Go through the data and copy each line where the word "setLineDash" shows up.

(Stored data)
-- Opening Marker --

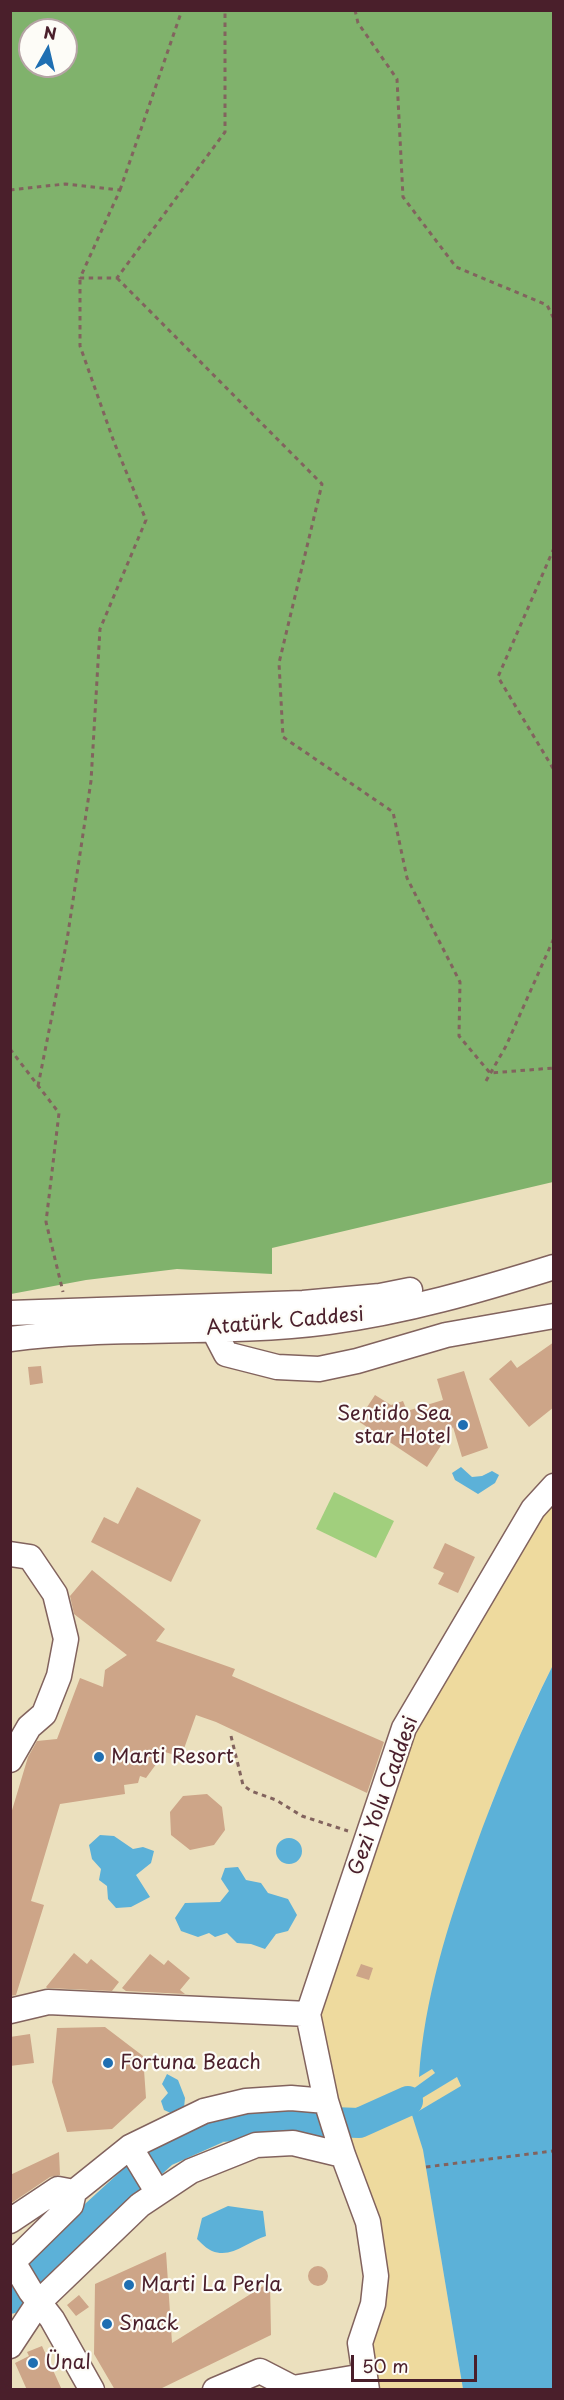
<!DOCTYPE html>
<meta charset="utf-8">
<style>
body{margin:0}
#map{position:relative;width:564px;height:2400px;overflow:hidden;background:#ebe0be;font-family:"Playpen Sans",sans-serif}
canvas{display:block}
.frame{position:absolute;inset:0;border:12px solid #4a1f2b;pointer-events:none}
.north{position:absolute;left:18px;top:18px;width:60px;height:60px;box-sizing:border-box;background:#fdfcf7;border:2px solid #b5a4a5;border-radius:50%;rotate:8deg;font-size:16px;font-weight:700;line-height:24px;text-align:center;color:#4a1f2b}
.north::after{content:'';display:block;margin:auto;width:21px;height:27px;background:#1f6fb2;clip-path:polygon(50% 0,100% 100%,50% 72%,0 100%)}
.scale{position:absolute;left:351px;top:2355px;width:126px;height:27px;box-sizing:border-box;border:3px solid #4a1f2b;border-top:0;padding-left:8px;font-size:18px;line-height:21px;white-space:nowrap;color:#4a1f2b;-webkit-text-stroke:4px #fdfcf7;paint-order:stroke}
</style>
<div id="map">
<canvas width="564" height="2400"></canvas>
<div class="frame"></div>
<div class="north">N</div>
<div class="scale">50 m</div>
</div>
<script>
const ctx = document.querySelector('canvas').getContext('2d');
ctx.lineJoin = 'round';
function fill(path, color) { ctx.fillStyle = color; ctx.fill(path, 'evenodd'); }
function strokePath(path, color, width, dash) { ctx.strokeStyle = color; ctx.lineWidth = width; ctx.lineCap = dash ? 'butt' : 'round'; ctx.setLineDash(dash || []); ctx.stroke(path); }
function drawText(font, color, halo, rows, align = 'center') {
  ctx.font = font + ' "Playpen Sans",sans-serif'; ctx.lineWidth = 4.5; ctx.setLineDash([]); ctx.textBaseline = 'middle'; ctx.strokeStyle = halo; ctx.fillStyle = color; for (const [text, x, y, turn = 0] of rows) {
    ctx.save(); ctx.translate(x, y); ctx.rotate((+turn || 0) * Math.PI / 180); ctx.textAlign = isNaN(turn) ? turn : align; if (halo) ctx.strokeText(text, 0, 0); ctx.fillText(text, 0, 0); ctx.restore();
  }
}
const green = new Path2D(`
 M334,1492L394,1521L376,1558L316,1529Z`);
const forest = new Path2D(`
 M11,10L553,11V1182L272,1248V1274L177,1269L86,1280L11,1294ZM30,30H66V66H30Z`);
const sand = new Path2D(`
 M553,1486V1665L530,1711L490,1807L419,2076L432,2069L435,2073L406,2094L409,2105L457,2077L461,2087L413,2114L423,2150L463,2389H367L376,2276L308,2014L404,1728Z`);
const water = new Path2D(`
 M461,1467L472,1477L482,1476L492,1471L499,1475L495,1483L478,1494L455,1480L452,1473Z
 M553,1665V2389H463L423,2150L412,2115L461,2086L457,2077L409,2106L406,2094L435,2073L432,2069L419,2077C424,1999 448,1924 474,1851C497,1787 523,1725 553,1665Z
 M100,1835L114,1836L133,1849L143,1847L154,1851L151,1863L136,1875L150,1897L131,1907L116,1908L108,1899L107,1886L99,1880L101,1869L92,1859L89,1845Z
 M276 1851a13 13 0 1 1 26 0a13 13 0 1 1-26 0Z
 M238,1867L246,1880L261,1883L268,1893L288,1899L297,1915L288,1931L276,1934L265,1949L251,1944L237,1943L227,1933L215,1937L209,1933L198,1937L181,1931L175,1918L185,1903L220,1902L229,1891L221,1879L225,1868Z
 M167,2074L178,2080L185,2098L184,2108L173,2114L164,2110L161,2101L168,2093L162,2084Z
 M228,2206L263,2211L266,2236C248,2241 232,2259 212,2251C207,2249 201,2243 197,2239L202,2218Z`);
const river = new Path2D(`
 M10,2299L83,2226L164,2152L220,2127L306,2121L359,2123L408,2101`);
const building = new Path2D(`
 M554,1342V1407L529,1427L489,1379L511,1360L517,1368Z
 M41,1366L43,1383L30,1385L28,1367Z
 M464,1371L488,1448L462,1457L453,1427L427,1467L358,1421L375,1395L391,1405L403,1401L407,1411L443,1400L437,1379Z
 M137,1487L201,1520L171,1582L91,1542L104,1517L118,1524Z
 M445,1543L475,1557L458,1593L438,1584L444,1573L433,1568Z
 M92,1570L165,1629L156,1641L235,1669L232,1676L384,1742L367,1793L216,1722L196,1715L181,1757L165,1752L146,1778L140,1776L138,1783L124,1785L125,1794L60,1804L31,1901L44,1905L16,1995L10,1996V1817L28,1757L37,1741L57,1739L80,1678L103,1687L105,1670L127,1655L74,1614L70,1596Z
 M207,1794L222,1807L225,1830L214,1845L190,1850L171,1835L170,1812L183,1796Z
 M74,1953L87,1964L91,1959L119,1982L112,1991L47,1988L46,1987Z
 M150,1954L164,1965L168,1960L190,1978L180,1990L185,1994L126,1991L122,1988Z
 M361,1964L373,1968L369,1980L356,1976Z
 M105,2027L143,2056L146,2098L112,2129L67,2132L52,2082L57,2028Z
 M30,2034L34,2063L10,2066V2037Z
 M59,2152L60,2175L50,2177L10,2204V2175Z
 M166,2252L172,2343L270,2282L271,2335L158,2390H115L94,2354L95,2284Z
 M308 2276a10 10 0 1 1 20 0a10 10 0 1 1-20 0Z
 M79,2295L89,2307L76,2316L67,2305Z
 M42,2346L62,2390H27L15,2363L29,2356L27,2352Z`);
const path = new Path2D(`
 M355,10L358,23L397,79L403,197L456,267L547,305L554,319
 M10,190L65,184L120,190L80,278H117L225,132V10
 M120,190L182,10
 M117,278L322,484L279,663L283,737L393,812L407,878L460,982L459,1036L490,1073L554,1068
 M554,548L498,677L554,770
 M10,1049L59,1113L46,1222L63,1292
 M486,1081L506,1046L554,938
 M38,1086L67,940L91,781L100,629L146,520L114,442L80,346V278
 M231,1736L243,1785L251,1791L276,1800L302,1816L348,1831
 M426,2167L553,2151`);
const minor = new Path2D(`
 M10,1313L303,1303L380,1296L410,1290
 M214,1331L226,1354L277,1367L319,1369L357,1361L446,1335L554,1316
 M10,1339C116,1325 223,1336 328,1322C405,1312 480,1290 554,1267
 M10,1554L30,1557L55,1594L66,1639L59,1676L44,1714L29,1727L10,1760
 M10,2011L48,2002L308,2014
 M130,2147L158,2193
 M10,2221L58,2189L74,2192
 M10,2257L31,2292L52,2319L92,2390
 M10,2265L71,2205L74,2192L130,2147L204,2111L246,2101L291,2098L326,2101
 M10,2346L39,2302L140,2205L191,2171L256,2145L293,2143L343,2155
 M215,2390L260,2371L293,2388L364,2376
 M367,2390L360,2343L373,2304L376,2276L368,2222L343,2155L326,2101L308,2014L404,1728L533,1509L554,1486`);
const markers = [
 [463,1425,6,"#1f6fb2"],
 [99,1757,6,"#1f6fb2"],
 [108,2063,6,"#1f6fb2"],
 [129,2285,6,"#1f6fb2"],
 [107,2324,6,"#1f6fb2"],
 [33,2363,6,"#1f6fb2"]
];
const streetNames = [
 ["Atatürk Caddesi",285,1322,-5],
 ["Gezi Yolu Caddesi",384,1796,-70]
];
const poiNames = [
 ["Sentido Sea",451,1414,"right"],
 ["star Hotel",451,1437,"right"],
 ["Marti Resort",111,1757],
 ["Fortuna Beach",120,2063],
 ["Marti La Perla",141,2285],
 ["Snack",119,2324],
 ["Ünal",45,2363]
];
fill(green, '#a1cf7d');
fill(forest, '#80b26c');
fill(sand, '#eeda9e');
fill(water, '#5cb1d8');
strokePath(river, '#5cb1d8', 30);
fill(building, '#cda588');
strokePath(minor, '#82635e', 27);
strokePath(path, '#82635e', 3, [4.5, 4.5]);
strokePath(minor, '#fff', 24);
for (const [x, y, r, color] of markers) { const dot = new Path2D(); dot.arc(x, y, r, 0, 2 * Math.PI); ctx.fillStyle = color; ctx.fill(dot); strokePath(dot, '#fdfcf7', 2); }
drawText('20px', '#4a1f2b', '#fdfcf7', streetNames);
drawText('20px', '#4a1f2b', '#fdfcf7', poiNames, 'left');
</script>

-- Closing Marker --

Response for this exercise
function strokePath(path, color, width, dash) { ctx.strokeStyle = color; ctx.lineWidth = width; ctx.lineCap = dash ? 'butt' : 'round'; ctx.setLineDash(dash || []); ctx.stroke(path); }
  ctx.font = font + ' "Playpen Sans",sans-serif'; ctx.lineWidth = 4.5; ctx.setLineDash([]); ctx.textBaseline = 'middle'; ctx.strokeStyle = halo; ctx.fillStyle = color; for (const [text, x, y, turn = 0] of rows) {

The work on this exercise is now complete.